(Dataset entries)
────────────────────
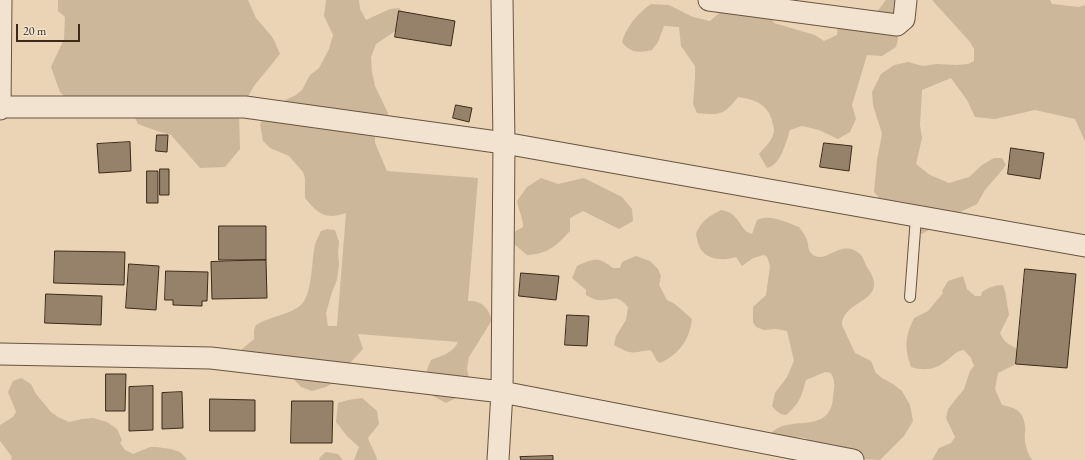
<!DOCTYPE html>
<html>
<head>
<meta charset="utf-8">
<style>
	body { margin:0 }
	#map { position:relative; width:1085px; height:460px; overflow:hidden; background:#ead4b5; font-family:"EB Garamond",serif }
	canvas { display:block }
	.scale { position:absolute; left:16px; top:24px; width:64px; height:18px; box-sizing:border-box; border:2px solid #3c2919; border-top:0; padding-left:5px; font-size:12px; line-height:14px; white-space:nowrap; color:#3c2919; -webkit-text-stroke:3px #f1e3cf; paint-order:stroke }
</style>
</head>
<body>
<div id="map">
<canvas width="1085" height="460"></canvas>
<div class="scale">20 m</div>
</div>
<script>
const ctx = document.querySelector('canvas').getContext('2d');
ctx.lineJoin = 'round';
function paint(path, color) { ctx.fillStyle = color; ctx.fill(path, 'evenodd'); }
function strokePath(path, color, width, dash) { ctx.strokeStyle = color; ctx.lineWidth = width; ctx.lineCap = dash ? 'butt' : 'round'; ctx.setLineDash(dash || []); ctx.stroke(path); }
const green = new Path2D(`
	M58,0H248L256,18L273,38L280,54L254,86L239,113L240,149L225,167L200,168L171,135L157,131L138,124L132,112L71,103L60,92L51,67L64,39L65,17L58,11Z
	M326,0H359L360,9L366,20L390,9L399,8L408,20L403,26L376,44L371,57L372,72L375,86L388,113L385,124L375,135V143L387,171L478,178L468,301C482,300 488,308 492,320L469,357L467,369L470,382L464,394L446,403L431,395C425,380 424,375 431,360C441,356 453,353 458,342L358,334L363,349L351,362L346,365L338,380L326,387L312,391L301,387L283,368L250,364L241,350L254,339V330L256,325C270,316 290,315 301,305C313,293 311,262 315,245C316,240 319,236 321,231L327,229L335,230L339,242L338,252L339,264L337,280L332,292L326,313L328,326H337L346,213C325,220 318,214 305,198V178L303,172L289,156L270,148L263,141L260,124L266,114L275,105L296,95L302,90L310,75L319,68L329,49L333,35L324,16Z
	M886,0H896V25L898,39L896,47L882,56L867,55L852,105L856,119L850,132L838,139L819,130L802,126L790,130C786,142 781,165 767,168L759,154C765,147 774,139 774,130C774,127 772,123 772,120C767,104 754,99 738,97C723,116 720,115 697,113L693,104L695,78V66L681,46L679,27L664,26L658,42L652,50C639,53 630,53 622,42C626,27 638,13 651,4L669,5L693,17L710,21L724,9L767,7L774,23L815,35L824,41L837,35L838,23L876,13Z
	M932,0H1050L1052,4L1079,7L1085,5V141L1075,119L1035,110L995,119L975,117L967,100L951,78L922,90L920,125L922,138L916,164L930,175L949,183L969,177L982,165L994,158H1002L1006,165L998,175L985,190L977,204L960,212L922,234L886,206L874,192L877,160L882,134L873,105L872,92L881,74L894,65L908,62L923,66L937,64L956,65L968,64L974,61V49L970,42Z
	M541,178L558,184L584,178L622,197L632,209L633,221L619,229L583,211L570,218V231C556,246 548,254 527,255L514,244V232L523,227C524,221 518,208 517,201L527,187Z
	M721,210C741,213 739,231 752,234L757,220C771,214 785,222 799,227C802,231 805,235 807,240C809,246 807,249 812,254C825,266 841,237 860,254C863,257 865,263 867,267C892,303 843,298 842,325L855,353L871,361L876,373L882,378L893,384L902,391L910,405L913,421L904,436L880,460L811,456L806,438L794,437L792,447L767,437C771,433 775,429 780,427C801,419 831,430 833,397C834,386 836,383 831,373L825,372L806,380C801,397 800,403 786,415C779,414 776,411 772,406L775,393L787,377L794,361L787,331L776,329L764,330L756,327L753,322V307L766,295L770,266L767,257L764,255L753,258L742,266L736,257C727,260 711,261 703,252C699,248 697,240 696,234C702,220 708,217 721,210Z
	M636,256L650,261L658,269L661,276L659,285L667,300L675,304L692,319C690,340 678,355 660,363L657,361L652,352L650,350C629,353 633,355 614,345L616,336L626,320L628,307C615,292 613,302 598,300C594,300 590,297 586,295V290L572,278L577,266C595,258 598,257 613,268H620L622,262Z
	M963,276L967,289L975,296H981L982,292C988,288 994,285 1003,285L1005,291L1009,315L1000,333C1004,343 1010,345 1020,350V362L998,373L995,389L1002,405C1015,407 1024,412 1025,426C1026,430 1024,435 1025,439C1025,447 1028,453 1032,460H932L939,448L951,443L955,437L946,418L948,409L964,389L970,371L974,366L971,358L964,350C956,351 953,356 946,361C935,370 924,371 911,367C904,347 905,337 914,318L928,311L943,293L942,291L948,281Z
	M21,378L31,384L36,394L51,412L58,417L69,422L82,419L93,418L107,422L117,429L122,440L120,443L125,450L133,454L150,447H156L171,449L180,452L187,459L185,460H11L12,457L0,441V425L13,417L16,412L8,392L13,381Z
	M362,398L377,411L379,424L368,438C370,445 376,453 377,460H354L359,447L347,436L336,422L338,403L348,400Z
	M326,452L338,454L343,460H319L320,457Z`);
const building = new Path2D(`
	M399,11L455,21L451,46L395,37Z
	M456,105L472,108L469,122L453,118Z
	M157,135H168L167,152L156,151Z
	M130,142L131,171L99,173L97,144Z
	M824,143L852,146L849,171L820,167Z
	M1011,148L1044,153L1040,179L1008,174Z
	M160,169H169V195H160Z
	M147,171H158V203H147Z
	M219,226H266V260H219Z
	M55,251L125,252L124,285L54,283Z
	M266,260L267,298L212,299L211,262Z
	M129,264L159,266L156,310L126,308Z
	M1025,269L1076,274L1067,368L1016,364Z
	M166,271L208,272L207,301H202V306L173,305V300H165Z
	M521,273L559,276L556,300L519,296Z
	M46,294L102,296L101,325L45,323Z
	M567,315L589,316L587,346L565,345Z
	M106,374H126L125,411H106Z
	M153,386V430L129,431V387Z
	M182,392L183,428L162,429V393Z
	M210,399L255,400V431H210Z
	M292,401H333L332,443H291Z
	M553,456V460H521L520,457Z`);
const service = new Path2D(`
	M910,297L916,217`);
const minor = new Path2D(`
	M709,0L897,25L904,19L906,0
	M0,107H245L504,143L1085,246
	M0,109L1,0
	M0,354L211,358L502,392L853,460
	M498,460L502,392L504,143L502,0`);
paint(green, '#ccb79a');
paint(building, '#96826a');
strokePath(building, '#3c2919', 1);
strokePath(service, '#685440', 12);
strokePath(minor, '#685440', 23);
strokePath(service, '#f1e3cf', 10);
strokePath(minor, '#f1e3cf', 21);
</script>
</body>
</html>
────────────────────
- WORK INSTRUCTION
For the word "canvas", count the lines of the records that contain it and give only the number.

- RESULT BELOW
3